NFI Cal Cartage On Shaky Ground at the Port of Los Angeles
Last year, global supply chain leader NFI purchased SoCal-based Cal Cartage, which NFI had called “the premier U.S. port logistics provider.” Cal Cartage is by far the largest drayage provider at the Ports of L.A. and Long Beach, and NFI would have reasonably expected this purchase to rocket the company to the top of the drayage industry, in part because Cal Cartage’s unique facility provides a competitive advantage: it sits on nearly 100 acres of prime real estate on the heavy load corridor just four miles from the port terminals. Through the transition, long-time customers like Amazon, Sears/Kmart, and TJ Maxx stayed on. Owned by the Port of L.A., the facility for years charged Cal Cartage below-market rent.
It appears, however, that NFI’s plan to break into the Southern California drayage industry might be on shaky footing after the Los Angeles City Council put the brakes on a new lease.
NFI was pursuing a new lease with the Port to allow it to operate under a revocable permit for up to five years. Meanwhile, it has been facing increased government scrutiny, which in May led the City to revoke NFI/Cal Cartage’s Foreign Trade Zone status due to multiple labor and safety violations found by Cal-OSHA and the NLRB. Earlier in the year, the Los Angeles City Attorney sued several NFI/California Cartage companies for unfair competition, alleging they illegally misclassify their drivers as independent contractors.

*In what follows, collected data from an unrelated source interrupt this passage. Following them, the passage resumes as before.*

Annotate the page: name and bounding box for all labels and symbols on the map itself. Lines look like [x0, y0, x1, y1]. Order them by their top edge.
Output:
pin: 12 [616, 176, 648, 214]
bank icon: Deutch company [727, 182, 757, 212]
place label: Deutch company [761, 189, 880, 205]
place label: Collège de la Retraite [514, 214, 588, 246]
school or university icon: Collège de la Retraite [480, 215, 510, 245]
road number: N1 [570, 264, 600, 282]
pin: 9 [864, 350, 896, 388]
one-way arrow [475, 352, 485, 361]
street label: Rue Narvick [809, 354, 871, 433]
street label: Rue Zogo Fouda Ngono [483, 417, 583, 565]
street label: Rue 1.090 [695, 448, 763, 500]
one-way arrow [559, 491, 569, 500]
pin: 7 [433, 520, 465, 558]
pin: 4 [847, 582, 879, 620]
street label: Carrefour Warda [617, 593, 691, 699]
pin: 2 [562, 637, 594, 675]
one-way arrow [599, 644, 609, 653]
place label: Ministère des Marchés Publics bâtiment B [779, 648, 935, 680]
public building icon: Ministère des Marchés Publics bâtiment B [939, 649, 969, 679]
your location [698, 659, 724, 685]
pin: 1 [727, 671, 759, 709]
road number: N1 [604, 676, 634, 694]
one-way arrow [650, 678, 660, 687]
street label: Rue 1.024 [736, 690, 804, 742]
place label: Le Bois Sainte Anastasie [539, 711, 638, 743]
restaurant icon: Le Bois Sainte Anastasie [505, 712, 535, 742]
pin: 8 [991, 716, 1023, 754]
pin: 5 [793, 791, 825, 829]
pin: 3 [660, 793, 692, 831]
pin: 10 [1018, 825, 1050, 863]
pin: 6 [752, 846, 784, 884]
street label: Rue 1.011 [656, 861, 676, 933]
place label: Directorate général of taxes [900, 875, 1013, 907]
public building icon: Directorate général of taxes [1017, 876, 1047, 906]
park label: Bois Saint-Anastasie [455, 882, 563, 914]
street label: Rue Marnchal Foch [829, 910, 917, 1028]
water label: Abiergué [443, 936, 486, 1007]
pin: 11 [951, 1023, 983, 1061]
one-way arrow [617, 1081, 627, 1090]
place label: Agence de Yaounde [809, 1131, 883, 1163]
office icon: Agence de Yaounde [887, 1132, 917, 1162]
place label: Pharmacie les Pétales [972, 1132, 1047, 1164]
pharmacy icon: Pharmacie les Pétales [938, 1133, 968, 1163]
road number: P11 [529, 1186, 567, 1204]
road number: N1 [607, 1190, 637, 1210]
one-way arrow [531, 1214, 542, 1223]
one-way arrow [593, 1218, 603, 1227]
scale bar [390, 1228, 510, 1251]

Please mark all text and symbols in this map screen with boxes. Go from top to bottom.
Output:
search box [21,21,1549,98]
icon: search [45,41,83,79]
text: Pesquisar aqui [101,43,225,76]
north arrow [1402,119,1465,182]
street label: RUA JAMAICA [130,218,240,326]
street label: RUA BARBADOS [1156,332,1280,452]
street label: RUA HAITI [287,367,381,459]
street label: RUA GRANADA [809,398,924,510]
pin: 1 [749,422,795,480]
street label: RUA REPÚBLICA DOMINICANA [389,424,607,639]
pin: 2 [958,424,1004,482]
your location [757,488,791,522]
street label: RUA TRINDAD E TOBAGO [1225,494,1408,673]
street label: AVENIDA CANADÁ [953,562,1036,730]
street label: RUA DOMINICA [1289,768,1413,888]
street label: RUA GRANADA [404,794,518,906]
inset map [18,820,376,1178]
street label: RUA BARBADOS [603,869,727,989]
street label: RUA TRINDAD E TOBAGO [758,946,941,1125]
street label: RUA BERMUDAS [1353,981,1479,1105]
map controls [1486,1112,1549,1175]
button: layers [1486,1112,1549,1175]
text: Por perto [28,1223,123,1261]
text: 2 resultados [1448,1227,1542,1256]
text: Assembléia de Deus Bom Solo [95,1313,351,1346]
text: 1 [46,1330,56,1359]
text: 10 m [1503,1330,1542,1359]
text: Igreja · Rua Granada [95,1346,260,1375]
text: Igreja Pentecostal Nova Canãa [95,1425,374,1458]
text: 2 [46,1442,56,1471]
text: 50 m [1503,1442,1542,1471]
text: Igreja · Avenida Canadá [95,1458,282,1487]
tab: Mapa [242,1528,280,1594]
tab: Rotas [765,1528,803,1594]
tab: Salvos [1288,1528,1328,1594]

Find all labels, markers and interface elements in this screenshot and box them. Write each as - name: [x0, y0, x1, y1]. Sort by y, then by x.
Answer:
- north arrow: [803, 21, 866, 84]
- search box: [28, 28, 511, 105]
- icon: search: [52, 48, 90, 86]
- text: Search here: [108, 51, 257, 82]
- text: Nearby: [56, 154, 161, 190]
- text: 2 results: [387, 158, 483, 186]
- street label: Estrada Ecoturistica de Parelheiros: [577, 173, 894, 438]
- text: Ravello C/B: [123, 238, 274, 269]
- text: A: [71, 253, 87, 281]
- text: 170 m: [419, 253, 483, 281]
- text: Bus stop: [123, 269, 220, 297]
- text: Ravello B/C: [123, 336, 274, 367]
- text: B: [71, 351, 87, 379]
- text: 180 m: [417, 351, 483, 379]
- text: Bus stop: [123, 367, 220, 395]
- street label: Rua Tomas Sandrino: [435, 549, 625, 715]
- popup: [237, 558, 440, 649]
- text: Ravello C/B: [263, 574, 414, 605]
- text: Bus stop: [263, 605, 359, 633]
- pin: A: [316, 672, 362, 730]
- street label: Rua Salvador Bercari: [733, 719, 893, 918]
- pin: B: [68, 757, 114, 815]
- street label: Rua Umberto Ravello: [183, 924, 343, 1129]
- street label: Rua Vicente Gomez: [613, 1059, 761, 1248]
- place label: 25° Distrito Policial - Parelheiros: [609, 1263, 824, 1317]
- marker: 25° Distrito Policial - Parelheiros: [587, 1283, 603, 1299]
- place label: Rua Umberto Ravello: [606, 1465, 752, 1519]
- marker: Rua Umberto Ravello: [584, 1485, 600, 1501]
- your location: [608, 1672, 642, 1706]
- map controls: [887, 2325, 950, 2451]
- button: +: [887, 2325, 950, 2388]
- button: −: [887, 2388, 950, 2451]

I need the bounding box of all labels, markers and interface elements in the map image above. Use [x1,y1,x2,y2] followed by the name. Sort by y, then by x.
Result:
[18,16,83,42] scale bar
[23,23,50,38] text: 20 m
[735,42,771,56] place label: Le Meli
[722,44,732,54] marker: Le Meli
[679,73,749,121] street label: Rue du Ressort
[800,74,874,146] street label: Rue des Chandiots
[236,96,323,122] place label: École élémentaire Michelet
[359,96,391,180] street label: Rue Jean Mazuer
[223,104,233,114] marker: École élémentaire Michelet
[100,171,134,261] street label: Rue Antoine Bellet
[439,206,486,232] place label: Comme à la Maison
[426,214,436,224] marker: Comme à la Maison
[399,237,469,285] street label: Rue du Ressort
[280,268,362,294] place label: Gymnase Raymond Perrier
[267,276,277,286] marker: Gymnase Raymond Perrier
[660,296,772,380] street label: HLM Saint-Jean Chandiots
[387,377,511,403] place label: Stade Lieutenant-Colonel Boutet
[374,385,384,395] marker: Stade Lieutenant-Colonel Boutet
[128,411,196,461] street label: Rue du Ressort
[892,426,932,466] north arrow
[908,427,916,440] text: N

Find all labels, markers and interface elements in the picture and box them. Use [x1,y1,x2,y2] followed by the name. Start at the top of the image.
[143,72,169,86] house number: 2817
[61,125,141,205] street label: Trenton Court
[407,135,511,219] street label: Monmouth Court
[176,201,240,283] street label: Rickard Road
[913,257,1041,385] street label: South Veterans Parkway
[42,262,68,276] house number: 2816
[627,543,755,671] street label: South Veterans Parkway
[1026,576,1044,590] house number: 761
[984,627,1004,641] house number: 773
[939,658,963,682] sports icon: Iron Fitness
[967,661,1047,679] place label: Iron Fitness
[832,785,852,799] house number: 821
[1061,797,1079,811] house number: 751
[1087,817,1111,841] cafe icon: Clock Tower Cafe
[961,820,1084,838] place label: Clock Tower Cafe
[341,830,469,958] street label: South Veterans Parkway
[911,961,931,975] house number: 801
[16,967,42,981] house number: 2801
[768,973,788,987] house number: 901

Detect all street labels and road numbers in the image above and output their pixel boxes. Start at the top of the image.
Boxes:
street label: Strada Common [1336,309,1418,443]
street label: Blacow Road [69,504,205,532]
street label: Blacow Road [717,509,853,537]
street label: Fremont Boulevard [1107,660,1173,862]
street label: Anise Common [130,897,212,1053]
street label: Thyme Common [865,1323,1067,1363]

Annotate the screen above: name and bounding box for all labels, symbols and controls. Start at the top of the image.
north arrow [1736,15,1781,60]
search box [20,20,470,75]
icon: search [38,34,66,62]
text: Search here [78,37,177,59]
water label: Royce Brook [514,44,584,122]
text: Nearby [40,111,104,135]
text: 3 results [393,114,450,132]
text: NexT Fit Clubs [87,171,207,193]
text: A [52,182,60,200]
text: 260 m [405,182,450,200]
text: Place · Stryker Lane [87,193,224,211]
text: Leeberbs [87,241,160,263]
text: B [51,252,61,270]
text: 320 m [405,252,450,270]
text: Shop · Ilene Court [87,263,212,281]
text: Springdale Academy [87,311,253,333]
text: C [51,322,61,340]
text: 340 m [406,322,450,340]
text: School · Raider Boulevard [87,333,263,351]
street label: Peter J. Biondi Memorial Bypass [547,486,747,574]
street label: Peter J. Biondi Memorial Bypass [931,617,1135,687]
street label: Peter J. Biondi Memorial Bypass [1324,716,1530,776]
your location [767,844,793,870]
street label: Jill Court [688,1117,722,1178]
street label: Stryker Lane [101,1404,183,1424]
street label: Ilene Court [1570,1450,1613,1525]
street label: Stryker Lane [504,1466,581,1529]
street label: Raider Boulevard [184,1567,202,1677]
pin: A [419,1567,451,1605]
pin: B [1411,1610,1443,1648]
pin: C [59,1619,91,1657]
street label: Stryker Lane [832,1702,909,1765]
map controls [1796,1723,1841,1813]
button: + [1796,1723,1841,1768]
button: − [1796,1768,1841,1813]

On top of the legal issues, these violations have led drivers and warehouse workers to strike NFI/Cal Cartage seven times in recent years, most recently in October 2018. Workers struck at the NFI warehouse at the Port, K&R Transportation, and California Cartage Express. The picket lines extended far beyond the ports, all the way to the Rio Tinto mines in Mojave, CA. In support of striking workers, 66 community, clergy, and labor leaders engaged in civil disobedience and were arrested outside the Port of Los Angeles.
Following this disruption, the City took action. The day after the Port approved a five-year lease with NFI/Cal Cartage, LA City Council had filed a rare motion to assert jurisdiction over the lease. After an October 2 committee hearing, on Friday, October 12 the full City Council unanimously voted to veto the lease, citing the multiple labor disruptions at the port and the city’s proprietary interest in avoiding work stoppages and ensuring the efficient movement of cargo. Council requested the Port include safeguards to protect against work stoppages in any permit or lease with the company.
If NFI/Cal Cartage balks at the new standards, the city appears ready to find a new tenant. As part of its action, the Council requested the Port initiate a procurement process concurrent with the negotiations, and require compliance with the Los Angeles’ Service Worker Retention Act to protect the current workers’ jobs in the event a successor company moved in.
At the time of this writing, NFI/California Cartage is occupying Port property without a valid lease. They face a choice: either ensure there are no labor disruptions, or lose the crown jewel of their brand new investment.